The darkest nights of Lviv

14 Жовтня 2022, 12:10

You have never seen such a dark night in Lviv, but as always after darkness came a sunny morning… with new air raid alerts. On October 10, for the first time in recent months, the city heard the sound of enemy missiles and felt the consequences of their hitting critical infrastructure objects. For several hours on that day, almost the whole city was blacked out. By the next morning, the city maintenance service managed to fix the damage, but on the eve of October 10, the streets of Lviv were as dark as never before: there was no lighting, streetcars and trolleybuses stopped, some of the traffic lights did not work. On the morning of October 11, when the city had almost completely returned to normal life, Russian army managed to target the critical infrastructure of the city and the region three more times. «Yesterday, the missiles hit 4 electrical substations. After today’s restrikes, nothing was left of the two substations,» said the Head of the Lviv Regional Military Administration, Maksym Kozytskyi, during the afternoon briefing. According to Kozytskyi, Lviv and the region became one of the main targets for the Russians: «15 missiles flew into the territory of Lviv region, 7 of them were intercepted. Today there were three hits, as well as missiles intercepted by «Zakhid» Air Command,» he explained. One employee of the substations was injured as a result of the missile explosion.

Despite the fact that since the beginning of the full-scale invasion, this was not the first case of shelling the city and region by the Russians, during the last months, Lviv, indeed, like other cities in the West of Ukraine, seemed to be a «safe haven». Many businesses from Kharkiv and Kyiv moved to Lviv. Forced migrants have also tried to start their own business here. In the summer, the former residents of Mariupol opened the coffee shop «0629» and the restaurant «BLUEFIN», the migrants from Kharkiv opened the coffeehouse «Pershyi». Serhiy and Ivan, migrants from  Kyiv region, were among the first to open their coffee-window «KIIT» in April in the very center — in Ruska Street, 3. Serhiy is from Irpen, Ivan is from Borodianka. Their shop got popular in no time.

At the end of the second day of massive shelling, I met Ivan in another coffee-window — in Lepkyi Street. The friends managed not only to start their business in Lviv, but also to expand it. While Ivan was making coffee, he shared his thoughts about the past two days. «Yesterday I felt flashbacks from the spring,» he said. In all fairness, the shelling that the city and the region got under on October 10 is quite a challenging emotional test for someone who fled here from Russian atrocities trying to find a relatively peaceful place.

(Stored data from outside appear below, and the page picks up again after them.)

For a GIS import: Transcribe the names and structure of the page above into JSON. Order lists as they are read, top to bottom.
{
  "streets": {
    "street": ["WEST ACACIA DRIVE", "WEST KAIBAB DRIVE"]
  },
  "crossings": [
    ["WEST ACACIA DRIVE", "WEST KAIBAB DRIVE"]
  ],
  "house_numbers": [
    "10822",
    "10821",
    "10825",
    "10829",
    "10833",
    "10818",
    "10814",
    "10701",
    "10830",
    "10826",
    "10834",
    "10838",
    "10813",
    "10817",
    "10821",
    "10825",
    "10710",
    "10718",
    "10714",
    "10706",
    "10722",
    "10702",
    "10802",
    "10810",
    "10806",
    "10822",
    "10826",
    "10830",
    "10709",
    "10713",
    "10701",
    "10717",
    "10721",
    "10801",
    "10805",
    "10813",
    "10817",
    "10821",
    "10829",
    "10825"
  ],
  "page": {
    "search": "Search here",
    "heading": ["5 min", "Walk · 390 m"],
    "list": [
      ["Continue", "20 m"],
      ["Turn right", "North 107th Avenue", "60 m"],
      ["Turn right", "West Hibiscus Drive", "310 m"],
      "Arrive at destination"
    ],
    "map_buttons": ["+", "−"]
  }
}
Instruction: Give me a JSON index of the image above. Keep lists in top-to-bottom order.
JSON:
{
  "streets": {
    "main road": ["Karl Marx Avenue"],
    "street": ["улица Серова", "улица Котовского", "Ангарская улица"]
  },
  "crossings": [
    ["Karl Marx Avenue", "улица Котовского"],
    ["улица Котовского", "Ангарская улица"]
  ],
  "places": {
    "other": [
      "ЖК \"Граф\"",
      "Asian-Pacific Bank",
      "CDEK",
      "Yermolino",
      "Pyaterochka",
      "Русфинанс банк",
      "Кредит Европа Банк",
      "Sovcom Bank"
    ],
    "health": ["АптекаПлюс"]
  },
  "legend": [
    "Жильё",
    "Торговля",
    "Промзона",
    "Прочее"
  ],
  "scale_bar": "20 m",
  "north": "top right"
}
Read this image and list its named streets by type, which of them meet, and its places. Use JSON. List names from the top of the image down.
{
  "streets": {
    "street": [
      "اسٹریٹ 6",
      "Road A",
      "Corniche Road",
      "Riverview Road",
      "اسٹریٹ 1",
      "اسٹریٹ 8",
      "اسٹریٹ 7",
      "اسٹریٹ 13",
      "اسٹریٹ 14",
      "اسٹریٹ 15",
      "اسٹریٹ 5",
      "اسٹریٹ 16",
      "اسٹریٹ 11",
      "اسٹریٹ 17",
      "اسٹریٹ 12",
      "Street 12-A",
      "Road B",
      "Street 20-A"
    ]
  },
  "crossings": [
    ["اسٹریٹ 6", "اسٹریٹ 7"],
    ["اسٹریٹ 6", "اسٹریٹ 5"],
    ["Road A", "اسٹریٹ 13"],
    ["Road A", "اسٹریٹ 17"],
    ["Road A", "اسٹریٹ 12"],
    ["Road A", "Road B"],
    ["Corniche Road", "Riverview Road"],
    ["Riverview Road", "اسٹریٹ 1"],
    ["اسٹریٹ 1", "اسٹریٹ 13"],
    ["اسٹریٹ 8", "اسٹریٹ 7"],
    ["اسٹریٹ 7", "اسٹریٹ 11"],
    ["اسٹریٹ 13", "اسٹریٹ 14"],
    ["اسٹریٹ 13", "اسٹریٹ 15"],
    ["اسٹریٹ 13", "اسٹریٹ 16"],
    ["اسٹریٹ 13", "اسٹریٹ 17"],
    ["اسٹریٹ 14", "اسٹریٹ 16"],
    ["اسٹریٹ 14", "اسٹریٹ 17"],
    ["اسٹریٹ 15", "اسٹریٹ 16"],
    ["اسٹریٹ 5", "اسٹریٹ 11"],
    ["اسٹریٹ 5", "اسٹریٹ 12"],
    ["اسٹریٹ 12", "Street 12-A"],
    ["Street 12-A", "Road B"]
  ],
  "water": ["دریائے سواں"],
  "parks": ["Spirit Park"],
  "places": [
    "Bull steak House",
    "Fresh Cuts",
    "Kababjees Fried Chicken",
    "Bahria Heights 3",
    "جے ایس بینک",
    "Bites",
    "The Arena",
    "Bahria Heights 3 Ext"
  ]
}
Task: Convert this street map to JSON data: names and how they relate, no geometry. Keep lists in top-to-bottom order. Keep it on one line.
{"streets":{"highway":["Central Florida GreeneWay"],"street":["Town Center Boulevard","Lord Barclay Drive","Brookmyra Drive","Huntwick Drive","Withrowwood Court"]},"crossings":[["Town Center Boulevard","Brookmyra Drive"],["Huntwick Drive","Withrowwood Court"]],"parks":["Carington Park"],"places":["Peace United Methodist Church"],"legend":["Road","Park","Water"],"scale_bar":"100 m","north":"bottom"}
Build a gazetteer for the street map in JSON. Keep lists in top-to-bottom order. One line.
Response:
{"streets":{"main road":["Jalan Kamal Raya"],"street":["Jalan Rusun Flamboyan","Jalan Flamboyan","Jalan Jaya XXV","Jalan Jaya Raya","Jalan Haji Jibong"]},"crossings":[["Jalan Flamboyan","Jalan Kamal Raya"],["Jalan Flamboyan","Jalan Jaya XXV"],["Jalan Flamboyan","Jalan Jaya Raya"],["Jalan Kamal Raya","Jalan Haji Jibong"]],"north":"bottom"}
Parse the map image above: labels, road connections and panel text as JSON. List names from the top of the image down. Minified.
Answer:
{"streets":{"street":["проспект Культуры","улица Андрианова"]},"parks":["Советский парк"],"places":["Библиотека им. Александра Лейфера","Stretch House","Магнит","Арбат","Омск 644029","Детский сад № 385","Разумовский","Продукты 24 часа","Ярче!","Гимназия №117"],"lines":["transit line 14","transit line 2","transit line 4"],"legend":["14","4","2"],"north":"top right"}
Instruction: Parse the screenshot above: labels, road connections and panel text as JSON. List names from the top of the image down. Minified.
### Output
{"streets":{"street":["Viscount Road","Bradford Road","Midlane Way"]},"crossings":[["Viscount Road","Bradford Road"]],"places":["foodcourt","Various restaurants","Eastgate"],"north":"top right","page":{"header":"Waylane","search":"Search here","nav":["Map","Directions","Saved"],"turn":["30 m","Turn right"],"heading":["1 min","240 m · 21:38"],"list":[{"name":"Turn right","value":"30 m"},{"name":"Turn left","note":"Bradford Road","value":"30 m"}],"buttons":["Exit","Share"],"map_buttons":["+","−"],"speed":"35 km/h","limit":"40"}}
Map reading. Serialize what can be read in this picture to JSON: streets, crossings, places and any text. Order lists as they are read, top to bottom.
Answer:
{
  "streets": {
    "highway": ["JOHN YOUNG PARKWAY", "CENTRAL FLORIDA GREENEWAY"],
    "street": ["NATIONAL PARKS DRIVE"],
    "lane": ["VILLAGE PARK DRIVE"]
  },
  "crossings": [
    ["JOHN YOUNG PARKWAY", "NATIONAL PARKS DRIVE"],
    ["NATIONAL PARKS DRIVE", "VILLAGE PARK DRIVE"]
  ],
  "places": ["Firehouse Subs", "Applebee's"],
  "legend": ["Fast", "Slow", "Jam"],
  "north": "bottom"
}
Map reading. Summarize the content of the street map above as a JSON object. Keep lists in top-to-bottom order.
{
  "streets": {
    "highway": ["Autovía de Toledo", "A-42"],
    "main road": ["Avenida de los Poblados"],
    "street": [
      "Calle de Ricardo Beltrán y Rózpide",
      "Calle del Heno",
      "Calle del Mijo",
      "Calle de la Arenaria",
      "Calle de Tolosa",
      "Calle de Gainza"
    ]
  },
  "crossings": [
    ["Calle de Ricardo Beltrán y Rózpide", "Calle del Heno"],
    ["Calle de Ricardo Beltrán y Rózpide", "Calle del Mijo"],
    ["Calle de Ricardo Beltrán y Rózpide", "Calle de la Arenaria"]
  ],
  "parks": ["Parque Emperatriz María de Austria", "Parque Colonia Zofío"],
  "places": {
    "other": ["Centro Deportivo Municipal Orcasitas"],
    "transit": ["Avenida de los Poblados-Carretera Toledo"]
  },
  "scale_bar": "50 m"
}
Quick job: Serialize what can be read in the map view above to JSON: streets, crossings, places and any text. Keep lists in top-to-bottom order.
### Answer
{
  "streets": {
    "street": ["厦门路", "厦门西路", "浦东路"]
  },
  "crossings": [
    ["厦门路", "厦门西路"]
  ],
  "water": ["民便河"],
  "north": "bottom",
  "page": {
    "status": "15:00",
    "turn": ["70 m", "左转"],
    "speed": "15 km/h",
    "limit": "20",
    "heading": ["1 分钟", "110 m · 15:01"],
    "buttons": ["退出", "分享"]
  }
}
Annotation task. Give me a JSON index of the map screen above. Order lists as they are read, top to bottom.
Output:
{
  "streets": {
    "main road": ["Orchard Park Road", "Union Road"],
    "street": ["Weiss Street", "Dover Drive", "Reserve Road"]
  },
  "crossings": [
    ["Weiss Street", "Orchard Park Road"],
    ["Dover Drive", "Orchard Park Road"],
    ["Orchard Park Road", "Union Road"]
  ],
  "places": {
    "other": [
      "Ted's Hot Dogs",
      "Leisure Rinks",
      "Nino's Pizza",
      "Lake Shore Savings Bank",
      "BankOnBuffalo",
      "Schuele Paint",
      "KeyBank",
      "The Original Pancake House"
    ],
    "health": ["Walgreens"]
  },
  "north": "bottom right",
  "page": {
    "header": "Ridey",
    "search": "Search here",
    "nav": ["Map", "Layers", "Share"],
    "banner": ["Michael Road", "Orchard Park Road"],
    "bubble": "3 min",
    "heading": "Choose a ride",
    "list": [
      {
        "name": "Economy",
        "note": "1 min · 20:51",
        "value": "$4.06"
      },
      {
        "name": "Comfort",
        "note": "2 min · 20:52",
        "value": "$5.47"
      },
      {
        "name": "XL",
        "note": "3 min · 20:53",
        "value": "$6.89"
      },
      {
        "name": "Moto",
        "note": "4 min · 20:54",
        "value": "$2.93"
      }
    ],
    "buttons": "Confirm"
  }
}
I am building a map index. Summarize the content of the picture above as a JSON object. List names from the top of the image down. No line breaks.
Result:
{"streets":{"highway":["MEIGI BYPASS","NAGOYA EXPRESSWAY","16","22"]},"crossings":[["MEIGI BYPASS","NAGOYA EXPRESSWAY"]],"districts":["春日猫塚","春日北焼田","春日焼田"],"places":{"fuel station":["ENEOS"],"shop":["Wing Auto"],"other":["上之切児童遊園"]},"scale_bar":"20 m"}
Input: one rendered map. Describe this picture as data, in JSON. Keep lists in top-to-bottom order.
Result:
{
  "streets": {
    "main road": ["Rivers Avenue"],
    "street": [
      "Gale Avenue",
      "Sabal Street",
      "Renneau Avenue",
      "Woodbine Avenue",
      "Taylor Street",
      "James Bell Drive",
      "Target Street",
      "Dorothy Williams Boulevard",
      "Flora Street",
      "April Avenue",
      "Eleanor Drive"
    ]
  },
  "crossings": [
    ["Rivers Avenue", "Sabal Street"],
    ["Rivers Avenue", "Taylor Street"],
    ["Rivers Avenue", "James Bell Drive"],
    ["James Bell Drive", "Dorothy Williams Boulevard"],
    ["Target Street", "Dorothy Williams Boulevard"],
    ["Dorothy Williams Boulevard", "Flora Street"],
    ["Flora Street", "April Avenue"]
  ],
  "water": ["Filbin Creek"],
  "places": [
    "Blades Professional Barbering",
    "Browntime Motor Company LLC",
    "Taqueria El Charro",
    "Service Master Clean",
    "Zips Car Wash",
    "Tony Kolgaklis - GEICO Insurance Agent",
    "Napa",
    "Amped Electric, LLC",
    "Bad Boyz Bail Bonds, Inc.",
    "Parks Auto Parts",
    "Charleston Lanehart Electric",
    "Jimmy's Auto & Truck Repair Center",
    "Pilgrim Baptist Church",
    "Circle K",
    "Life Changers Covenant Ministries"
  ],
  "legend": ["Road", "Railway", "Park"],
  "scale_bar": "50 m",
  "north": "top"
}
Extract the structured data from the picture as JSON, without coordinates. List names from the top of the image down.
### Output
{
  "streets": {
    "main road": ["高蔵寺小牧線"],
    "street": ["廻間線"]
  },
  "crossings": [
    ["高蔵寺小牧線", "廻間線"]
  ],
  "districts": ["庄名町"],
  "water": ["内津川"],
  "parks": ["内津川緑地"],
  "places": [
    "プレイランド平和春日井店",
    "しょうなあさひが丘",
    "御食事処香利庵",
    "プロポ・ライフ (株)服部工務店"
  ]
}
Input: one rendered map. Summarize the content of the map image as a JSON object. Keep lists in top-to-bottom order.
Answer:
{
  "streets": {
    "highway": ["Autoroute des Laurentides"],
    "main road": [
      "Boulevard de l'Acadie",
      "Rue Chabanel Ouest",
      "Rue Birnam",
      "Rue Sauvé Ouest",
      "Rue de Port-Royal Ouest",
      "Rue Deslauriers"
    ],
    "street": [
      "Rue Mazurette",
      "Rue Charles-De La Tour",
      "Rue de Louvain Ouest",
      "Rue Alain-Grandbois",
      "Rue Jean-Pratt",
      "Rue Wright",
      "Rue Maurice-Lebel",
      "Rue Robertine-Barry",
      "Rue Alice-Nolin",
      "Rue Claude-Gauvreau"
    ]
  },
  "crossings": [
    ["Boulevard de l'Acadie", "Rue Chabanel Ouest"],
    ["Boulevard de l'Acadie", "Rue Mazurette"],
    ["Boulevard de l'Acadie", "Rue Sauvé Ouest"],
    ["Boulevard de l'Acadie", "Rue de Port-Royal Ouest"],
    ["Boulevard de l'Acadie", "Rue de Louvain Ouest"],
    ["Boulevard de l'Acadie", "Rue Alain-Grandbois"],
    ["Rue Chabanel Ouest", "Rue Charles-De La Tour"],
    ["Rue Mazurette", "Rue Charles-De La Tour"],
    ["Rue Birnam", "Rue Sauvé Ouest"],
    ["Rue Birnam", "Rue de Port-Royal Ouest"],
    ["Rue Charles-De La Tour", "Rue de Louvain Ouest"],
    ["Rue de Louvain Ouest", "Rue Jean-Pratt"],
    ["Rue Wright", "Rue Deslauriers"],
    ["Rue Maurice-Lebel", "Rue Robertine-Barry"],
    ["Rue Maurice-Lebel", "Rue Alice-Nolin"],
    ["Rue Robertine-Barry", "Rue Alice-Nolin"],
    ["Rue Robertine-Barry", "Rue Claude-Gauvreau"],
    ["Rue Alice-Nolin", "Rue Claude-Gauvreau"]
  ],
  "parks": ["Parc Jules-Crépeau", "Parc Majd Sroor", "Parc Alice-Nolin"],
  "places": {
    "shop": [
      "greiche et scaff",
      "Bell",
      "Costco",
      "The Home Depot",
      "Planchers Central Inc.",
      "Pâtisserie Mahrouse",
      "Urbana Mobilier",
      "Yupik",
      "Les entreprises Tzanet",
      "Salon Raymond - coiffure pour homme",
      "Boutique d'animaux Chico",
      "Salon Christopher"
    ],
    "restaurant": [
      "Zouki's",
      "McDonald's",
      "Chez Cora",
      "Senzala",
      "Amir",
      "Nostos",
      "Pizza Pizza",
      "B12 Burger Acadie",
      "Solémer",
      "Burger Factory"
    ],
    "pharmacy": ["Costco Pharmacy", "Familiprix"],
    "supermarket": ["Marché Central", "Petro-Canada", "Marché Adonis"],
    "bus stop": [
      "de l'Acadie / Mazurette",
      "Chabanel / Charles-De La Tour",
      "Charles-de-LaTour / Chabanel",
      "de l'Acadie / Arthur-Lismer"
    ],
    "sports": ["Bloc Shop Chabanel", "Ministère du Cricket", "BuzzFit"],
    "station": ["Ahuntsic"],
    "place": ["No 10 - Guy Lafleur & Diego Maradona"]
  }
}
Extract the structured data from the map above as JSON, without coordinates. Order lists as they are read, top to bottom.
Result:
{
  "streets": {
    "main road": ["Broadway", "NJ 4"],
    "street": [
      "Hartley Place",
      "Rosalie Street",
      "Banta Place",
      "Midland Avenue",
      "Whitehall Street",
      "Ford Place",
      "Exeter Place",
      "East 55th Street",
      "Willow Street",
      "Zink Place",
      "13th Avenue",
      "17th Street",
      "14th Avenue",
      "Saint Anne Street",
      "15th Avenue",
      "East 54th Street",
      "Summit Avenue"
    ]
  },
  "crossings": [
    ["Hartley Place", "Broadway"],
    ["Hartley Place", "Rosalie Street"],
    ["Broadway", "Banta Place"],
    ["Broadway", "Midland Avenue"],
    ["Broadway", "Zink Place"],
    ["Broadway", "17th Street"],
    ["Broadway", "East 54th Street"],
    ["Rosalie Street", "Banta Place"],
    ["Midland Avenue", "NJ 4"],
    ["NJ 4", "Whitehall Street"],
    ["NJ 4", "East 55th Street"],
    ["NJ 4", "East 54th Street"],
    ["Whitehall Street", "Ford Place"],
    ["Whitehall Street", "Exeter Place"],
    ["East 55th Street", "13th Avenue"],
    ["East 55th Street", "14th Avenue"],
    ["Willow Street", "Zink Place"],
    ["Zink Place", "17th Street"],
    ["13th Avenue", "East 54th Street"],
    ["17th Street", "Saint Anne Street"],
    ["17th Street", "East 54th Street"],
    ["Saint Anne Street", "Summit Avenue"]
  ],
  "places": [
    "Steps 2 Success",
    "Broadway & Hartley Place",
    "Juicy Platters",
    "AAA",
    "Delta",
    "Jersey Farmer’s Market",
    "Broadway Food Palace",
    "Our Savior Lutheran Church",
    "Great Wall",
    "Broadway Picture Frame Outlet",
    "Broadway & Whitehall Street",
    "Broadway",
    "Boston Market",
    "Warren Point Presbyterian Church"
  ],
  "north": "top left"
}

Quite a challenging test the local authorities are now being faced. During a briefing on Tuesday, October 11, the Mayor of Lviv Andriy Sadovy stated that it would take «not days, but months» to restore serviceability of the four knocked out of action electrical substations. At the same time, if you listen to the calls of propagandists on Russian television, Russia is not going to stop terrorizing the civilian population by shelling the critical infrastructure of cities. «We have a week or two to prepare for the heating season, taking into account the new realities,» Sadovy believes. Earlier, the city purchased diesel generators and the mayor explained that on October 10, when almost 90% of the city was without power, only thanks to them the water supply was provided in some areas of the city. At the same time, mobile communication outage due to the blackout shows how much still needs to be done to minimize the damage from the likely following terrorist acts by the Kremlin.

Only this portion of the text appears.